Friday, 15 November 2013

Postgres 9.1 : Installing contrib modules on ec2

Having installed PostgreSQL 9.1 on my ec2 instance (Amazon Linux) following these instructions, I wanted to experiment with a few contrib modules. However, this process was not trivial, mainly because the installed postgres distribution did not have the contrib modules by default. Here's what I did :
  1. Checking if the modules exist :
    • cd /usr/pgsql-9.1/share/extension
    • Only plpgsql seems to be there.
  2. Extensions don't exist, preparing to install contrib. Check the specific postgres version first :
    • sudo su -
    • su - postgres
    • /usr/pgsql-9.1/bin/psql -p 5432
    • postgres=# select version();
       PostgreSQL 9.1.9 on x86_64-unknown-linux-gnu, compiled by gcc (GCC) 4.1.2 20080704 (Red Hat 4.1.2-54), 64-bit
      (1 row)
  3. Installing contrib :
    • sudo yum install postgresql91-contrib
      Error: Package: postgresql91-contrib-9.1.10-1PGDG.rhel5.x86_64 (pgdg91)

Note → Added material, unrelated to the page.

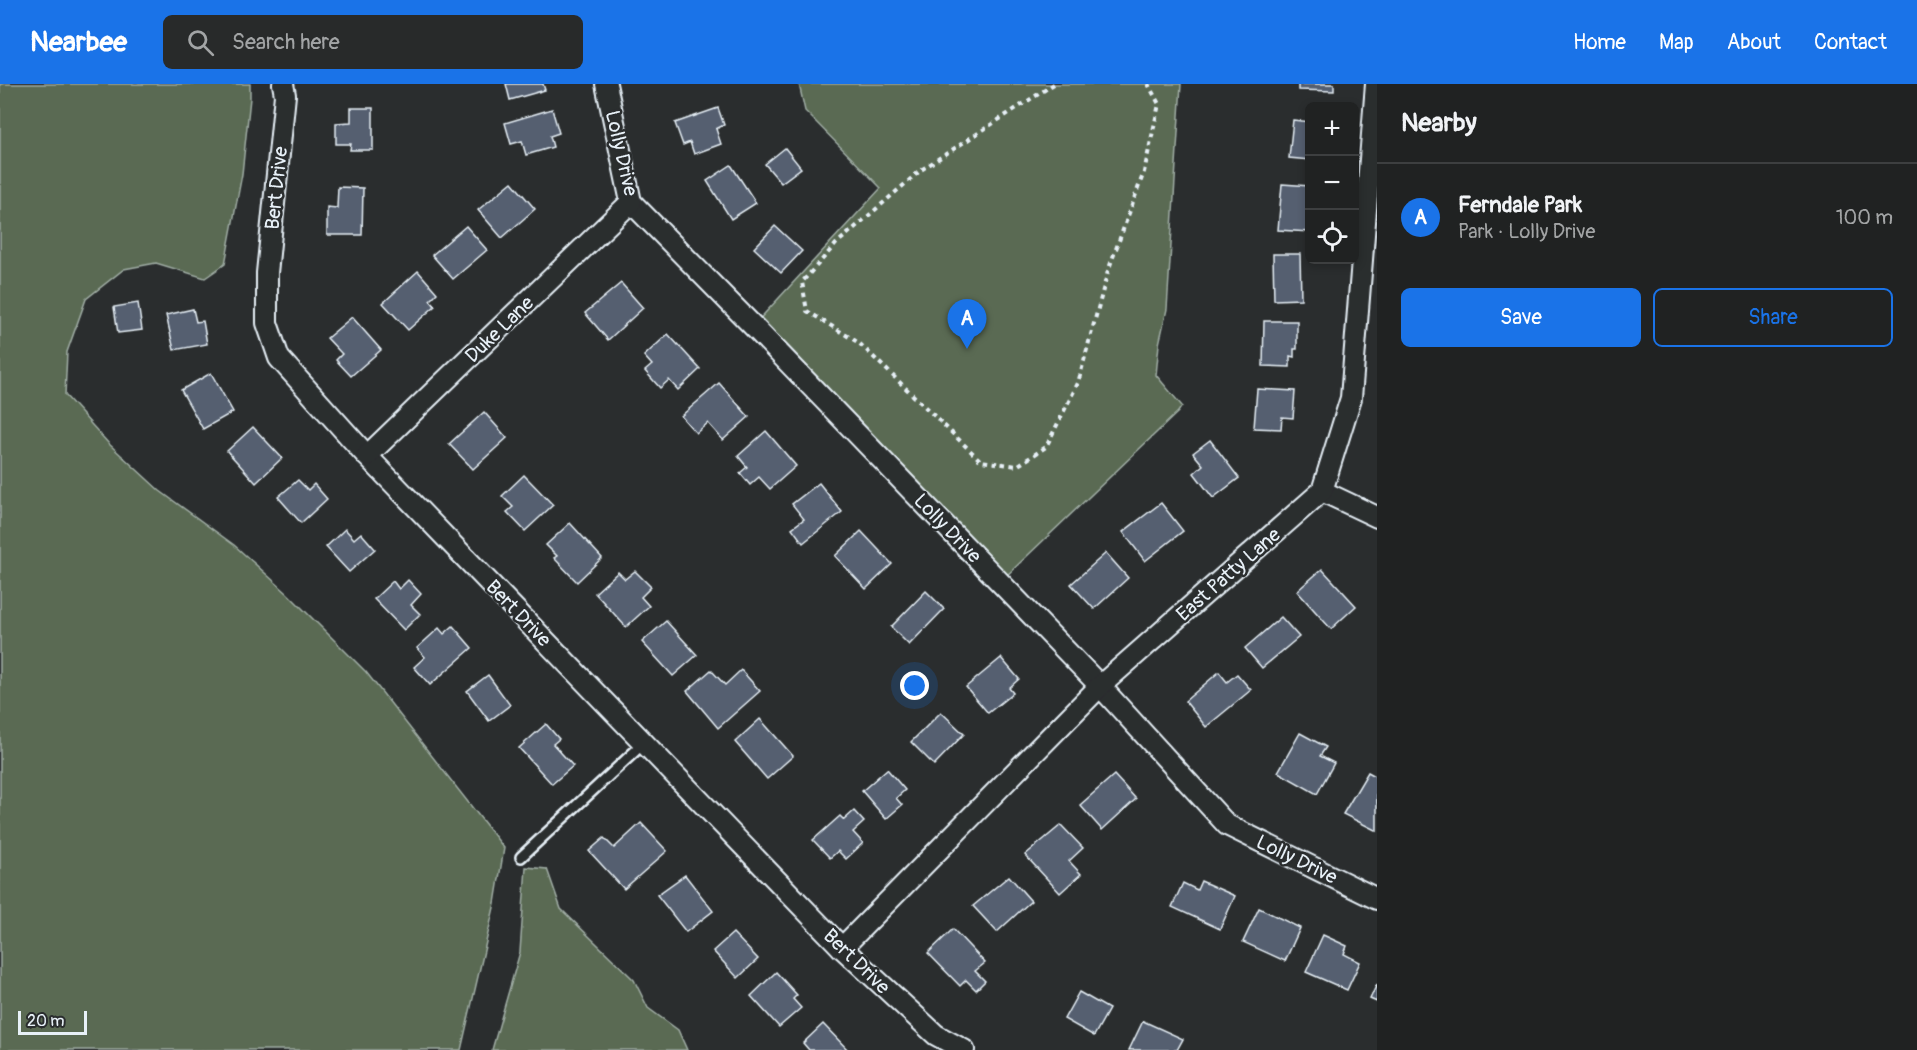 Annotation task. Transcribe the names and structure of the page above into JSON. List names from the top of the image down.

  4. Whoops! Fixing errors and try installing again :
    • Downloaded the required rpm file from the following link.
    • wget
    • rpm -Uvh (instructions found here)
  5. Success! Checking "/usr/pgsql-9.1/share/extension" indeed shows that the modules were installed. What extensions are installed on my current database?
    • sudo su -
    • su - postgres
    • /usr/pgsql-9.1/bin/psql -p 5432
    • postgres=# select * from pg_extension;
       extname | extowner | extnamespace | extrelocatable | extversion | extconfig | e
       plpgsql |       10 |           11 | f              | 1.0        |           | 
      (1 row)
    • You can use "postgres=# \dx" instead of the select statement if you want. Anyway, it looks like only plpgsql is installed.
  6. Let us install some other extensions. These are installed on the current database by default.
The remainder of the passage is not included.